On a conference call with analysts, Immelt said GE’s second quarter was lifted by initiatives aimed at improving growth of existing businesses and an upswing in demand in several divisions that should continue propelling future business.

“We are very bullish on the second half of the year and going into 2006 with sustained strong revenue growth,” Immelt said.

The upbeat results prompted GE to tighten its 2005 earnings outlook toward the high end of its previous estimate, saying it now expects to earn between $1.80 and $1.83 per share.

GE previously pegged its annual earnings at $1.78 to $1.83 per share, while analysts are forecasting earnings of $1.82 per share.

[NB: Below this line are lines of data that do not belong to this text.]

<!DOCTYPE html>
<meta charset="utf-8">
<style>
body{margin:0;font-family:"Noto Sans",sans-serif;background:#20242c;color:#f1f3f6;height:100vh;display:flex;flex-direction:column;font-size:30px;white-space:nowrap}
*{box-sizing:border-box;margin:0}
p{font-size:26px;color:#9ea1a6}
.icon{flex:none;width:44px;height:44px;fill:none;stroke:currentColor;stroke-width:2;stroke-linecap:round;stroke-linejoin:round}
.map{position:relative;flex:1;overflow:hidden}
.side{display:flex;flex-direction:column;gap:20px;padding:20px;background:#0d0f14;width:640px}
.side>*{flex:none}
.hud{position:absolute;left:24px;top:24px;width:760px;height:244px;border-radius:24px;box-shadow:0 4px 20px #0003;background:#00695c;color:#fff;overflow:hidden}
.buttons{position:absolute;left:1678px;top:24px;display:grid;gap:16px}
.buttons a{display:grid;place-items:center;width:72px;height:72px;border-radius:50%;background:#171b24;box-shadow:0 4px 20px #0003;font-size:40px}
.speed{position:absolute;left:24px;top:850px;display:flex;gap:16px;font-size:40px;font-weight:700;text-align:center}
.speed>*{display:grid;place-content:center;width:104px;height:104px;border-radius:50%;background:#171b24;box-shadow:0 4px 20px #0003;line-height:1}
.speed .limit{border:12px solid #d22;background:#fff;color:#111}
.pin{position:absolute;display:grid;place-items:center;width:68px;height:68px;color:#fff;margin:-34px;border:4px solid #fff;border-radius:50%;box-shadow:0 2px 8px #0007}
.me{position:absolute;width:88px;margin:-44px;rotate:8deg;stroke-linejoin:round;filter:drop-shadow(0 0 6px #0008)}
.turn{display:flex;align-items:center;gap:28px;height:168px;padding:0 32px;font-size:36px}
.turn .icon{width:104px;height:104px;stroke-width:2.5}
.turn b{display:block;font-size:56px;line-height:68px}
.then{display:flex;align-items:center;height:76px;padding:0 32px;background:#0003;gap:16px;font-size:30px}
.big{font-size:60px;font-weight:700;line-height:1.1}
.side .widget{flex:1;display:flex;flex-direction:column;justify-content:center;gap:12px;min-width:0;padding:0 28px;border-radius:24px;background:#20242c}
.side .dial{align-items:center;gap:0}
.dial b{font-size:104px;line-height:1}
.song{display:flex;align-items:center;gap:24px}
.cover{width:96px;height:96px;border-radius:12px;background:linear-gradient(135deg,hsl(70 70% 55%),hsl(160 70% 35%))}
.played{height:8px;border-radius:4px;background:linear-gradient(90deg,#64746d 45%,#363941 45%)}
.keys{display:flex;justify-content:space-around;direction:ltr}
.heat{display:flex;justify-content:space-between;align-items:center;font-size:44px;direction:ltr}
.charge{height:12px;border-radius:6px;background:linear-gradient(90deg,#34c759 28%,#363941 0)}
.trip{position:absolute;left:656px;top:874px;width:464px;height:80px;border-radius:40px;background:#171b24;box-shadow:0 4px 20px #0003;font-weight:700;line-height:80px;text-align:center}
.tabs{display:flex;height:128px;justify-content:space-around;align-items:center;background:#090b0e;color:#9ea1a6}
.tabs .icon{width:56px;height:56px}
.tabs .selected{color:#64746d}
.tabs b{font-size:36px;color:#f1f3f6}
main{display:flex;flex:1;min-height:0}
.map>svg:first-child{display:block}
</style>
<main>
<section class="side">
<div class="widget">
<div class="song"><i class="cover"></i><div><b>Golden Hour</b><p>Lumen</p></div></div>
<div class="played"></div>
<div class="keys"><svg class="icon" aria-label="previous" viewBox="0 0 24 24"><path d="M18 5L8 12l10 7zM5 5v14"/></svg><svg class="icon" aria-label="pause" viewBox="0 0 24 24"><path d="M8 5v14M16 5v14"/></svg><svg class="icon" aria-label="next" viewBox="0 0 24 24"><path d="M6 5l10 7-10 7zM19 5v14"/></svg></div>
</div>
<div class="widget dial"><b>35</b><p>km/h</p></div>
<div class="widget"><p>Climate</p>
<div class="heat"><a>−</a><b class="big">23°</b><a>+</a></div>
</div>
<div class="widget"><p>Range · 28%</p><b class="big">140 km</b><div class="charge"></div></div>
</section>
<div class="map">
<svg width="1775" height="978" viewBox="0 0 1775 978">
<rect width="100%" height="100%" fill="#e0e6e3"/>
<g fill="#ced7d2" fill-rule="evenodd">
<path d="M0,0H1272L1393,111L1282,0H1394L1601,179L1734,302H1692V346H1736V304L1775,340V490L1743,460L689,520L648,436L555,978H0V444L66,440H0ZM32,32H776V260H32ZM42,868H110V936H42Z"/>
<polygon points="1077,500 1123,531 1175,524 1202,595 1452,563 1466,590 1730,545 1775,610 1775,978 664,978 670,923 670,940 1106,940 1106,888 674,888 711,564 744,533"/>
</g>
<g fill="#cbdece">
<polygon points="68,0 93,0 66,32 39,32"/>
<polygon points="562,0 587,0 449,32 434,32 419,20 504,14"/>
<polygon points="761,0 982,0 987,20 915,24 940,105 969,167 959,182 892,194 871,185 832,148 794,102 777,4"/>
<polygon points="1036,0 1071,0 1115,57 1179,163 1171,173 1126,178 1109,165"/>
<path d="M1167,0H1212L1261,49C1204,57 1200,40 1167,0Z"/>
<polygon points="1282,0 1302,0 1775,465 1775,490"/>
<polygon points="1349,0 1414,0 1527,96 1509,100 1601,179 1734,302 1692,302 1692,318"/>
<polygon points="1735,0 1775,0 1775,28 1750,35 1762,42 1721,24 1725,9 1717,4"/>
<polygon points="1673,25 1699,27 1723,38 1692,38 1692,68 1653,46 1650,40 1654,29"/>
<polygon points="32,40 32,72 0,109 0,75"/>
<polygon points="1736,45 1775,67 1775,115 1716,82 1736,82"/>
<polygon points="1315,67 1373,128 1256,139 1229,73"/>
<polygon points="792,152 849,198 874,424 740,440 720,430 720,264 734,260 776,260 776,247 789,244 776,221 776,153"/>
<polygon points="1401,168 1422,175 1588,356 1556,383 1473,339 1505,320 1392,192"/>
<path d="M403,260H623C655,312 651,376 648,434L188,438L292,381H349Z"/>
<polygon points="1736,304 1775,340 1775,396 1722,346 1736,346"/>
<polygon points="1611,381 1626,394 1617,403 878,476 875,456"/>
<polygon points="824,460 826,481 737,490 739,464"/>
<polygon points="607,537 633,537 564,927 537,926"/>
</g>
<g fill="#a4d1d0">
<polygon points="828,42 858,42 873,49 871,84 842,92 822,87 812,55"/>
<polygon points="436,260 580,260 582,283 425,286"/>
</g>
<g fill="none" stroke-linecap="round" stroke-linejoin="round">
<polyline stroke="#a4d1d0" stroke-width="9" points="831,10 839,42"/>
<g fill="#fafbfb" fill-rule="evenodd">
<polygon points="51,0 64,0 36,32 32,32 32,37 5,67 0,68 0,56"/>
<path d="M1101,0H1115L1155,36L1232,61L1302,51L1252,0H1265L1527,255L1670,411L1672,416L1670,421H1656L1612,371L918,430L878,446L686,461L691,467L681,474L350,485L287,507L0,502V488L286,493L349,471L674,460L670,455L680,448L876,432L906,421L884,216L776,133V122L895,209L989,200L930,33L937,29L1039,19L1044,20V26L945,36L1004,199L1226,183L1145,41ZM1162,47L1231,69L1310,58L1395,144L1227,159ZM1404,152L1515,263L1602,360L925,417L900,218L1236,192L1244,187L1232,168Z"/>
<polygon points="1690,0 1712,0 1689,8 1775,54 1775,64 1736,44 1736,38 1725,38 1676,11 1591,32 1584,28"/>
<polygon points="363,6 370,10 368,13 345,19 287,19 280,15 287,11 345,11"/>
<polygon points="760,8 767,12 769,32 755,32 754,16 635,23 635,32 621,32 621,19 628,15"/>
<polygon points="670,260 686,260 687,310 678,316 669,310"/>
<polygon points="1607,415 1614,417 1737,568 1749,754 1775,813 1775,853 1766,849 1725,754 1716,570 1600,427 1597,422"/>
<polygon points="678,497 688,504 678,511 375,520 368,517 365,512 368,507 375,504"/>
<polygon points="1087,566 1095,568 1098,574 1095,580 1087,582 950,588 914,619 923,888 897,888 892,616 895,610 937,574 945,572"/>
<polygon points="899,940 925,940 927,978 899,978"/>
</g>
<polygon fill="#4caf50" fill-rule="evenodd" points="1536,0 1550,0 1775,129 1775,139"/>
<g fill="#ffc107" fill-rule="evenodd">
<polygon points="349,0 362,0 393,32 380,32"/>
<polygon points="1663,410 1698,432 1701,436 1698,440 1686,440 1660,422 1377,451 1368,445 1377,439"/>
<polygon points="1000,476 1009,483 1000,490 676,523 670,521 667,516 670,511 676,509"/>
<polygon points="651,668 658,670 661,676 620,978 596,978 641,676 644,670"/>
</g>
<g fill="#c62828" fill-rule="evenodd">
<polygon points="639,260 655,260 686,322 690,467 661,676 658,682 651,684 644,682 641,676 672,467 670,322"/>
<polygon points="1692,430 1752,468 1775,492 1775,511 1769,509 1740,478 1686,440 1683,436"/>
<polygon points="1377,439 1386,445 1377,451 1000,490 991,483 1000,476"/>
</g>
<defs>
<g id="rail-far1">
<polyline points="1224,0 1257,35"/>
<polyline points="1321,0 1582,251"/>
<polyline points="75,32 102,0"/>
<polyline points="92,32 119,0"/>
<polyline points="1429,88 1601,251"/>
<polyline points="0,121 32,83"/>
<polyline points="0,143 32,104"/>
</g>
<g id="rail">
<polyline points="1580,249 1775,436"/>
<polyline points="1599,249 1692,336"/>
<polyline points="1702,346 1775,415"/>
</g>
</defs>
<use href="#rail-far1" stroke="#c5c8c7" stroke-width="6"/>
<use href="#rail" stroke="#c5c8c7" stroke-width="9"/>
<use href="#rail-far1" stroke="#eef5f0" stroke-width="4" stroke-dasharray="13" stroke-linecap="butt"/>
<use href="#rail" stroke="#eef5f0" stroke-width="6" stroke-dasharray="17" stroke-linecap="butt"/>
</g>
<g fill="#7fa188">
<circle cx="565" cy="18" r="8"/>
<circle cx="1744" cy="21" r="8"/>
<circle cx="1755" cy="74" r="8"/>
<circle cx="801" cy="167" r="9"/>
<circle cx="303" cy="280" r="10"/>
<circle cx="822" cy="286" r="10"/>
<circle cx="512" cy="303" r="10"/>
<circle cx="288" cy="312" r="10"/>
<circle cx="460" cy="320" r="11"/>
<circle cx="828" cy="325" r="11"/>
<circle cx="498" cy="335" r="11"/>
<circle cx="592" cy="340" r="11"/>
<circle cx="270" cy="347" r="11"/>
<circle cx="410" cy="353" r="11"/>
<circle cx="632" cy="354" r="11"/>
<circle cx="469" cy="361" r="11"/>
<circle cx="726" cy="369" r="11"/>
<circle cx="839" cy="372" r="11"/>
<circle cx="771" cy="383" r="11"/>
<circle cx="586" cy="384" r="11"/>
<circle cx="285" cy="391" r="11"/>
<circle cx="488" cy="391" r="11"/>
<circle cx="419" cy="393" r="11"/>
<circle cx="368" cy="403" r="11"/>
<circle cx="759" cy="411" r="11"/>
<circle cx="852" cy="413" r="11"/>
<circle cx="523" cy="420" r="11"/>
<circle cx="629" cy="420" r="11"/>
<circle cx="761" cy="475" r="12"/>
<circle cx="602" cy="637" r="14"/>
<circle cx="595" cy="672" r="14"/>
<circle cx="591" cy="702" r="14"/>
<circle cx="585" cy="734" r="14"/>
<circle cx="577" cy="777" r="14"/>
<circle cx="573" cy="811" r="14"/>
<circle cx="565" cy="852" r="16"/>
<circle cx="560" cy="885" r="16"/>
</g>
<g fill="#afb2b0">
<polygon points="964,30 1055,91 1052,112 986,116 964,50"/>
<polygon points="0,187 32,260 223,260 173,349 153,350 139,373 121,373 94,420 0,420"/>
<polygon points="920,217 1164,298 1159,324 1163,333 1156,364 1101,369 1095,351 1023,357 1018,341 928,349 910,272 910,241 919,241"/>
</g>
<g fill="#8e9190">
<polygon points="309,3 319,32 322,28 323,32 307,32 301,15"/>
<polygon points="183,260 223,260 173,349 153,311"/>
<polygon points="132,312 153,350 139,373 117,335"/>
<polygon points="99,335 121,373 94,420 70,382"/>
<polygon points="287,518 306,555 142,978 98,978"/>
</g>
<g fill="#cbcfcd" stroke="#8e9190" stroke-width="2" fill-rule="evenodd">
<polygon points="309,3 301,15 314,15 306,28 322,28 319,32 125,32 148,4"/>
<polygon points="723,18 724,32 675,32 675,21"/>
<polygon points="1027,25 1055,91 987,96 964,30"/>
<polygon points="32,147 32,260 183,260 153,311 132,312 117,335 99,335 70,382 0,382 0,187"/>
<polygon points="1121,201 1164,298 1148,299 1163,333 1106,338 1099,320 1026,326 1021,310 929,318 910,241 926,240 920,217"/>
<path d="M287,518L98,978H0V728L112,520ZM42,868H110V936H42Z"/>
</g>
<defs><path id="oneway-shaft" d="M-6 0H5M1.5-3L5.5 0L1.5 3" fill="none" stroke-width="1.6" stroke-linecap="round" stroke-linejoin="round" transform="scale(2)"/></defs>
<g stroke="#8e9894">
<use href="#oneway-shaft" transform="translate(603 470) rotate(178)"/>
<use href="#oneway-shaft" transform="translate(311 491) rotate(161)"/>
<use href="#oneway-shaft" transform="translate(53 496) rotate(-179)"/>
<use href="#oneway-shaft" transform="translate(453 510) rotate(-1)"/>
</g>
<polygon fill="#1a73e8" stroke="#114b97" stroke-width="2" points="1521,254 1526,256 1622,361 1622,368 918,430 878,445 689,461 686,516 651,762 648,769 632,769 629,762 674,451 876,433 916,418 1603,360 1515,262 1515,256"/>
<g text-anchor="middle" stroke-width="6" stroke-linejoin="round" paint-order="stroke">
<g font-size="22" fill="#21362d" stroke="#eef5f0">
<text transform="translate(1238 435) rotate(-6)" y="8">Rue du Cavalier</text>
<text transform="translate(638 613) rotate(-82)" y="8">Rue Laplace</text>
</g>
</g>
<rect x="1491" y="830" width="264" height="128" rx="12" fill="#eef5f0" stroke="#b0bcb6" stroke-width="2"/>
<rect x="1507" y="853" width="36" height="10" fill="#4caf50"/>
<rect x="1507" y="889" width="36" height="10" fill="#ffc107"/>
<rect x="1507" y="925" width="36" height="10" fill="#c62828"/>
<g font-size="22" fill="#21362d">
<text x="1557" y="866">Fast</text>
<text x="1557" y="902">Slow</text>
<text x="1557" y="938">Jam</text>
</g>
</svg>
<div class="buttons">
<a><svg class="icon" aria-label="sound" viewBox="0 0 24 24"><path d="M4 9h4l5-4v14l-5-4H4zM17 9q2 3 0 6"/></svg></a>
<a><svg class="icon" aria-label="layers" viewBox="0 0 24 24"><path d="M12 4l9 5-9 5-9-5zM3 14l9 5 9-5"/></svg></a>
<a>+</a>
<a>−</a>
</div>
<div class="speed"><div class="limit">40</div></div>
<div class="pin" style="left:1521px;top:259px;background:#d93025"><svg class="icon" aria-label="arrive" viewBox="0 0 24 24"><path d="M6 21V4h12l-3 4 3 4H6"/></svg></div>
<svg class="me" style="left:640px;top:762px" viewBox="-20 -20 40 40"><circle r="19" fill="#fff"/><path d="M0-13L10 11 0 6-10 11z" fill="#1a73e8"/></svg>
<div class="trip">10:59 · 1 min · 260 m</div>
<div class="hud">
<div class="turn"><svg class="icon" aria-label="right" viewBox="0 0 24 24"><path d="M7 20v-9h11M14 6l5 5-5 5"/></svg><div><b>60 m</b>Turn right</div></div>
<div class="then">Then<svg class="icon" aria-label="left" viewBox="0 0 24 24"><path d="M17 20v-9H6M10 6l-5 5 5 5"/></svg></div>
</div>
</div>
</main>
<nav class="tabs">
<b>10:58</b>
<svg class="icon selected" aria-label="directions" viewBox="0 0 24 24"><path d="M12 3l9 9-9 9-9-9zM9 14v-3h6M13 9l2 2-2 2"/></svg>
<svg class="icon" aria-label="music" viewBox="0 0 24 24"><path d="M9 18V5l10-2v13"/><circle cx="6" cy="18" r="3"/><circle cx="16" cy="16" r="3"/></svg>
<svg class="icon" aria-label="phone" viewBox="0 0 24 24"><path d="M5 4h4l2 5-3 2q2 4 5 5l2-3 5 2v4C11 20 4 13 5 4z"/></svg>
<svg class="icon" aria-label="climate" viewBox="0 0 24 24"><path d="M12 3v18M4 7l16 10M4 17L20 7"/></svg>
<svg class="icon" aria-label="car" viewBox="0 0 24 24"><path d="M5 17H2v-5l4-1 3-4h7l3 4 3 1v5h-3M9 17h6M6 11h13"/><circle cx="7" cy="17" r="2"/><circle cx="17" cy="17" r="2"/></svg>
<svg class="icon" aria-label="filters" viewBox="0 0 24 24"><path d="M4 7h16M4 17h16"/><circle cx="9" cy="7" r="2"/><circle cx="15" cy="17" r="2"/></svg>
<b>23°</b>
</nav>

The company’s results in the latest quarter were also bolstered by an improved operating profit margin — which widened by 1.6 points to 15.1 percent — as well as a pickup in orders across GE’s businesses.

“Total orders for the quarter were up 13 percent over second quarter 2004, and our backlog for major equipment orders grew 15 percent to $23 billion,” Immelt said in a statement detailing GE’s results. “In addition, global revenues increased 20 percent.”

However, Merrill Lynch analyst John Inch said GE’s overall order growth slowed from 16 percent in the first quarter, which he attributed mostly to fewer acquired orders after last year’s acquisitions of medical-technology firm Amersham and Vivendi Universal’s U.S. television and entertainment assets.

GE’s energy business — its largest industrial division — saw both profit and revenue grow 10 percent, to $698 million and $4.54 billion, respectively, in the quarter, when it landed new service contracts worth $1 billion and oil and gas orders jumped 33 percent to more than $1 billion.

But year to date, GE Energy’s earnings have inched just 1 percent higher, reflecting a difficult energy market that has only recently begun to turn around.

Meanwhile, GE’s massive finance unit also posted a strong quarter, with profit from commercial lending advancing 25 percent to $1.22 billion on $6.09 billion in revenue. Its consumer-finance business grew earnings by 23 percent and revenue by 29 percent, GE said.

At NBC Universal, GE’s television, film and theme-park business, profit surged 27 percent to $979 million, with revenue rising 12 percent to $3.77 billion, the company said.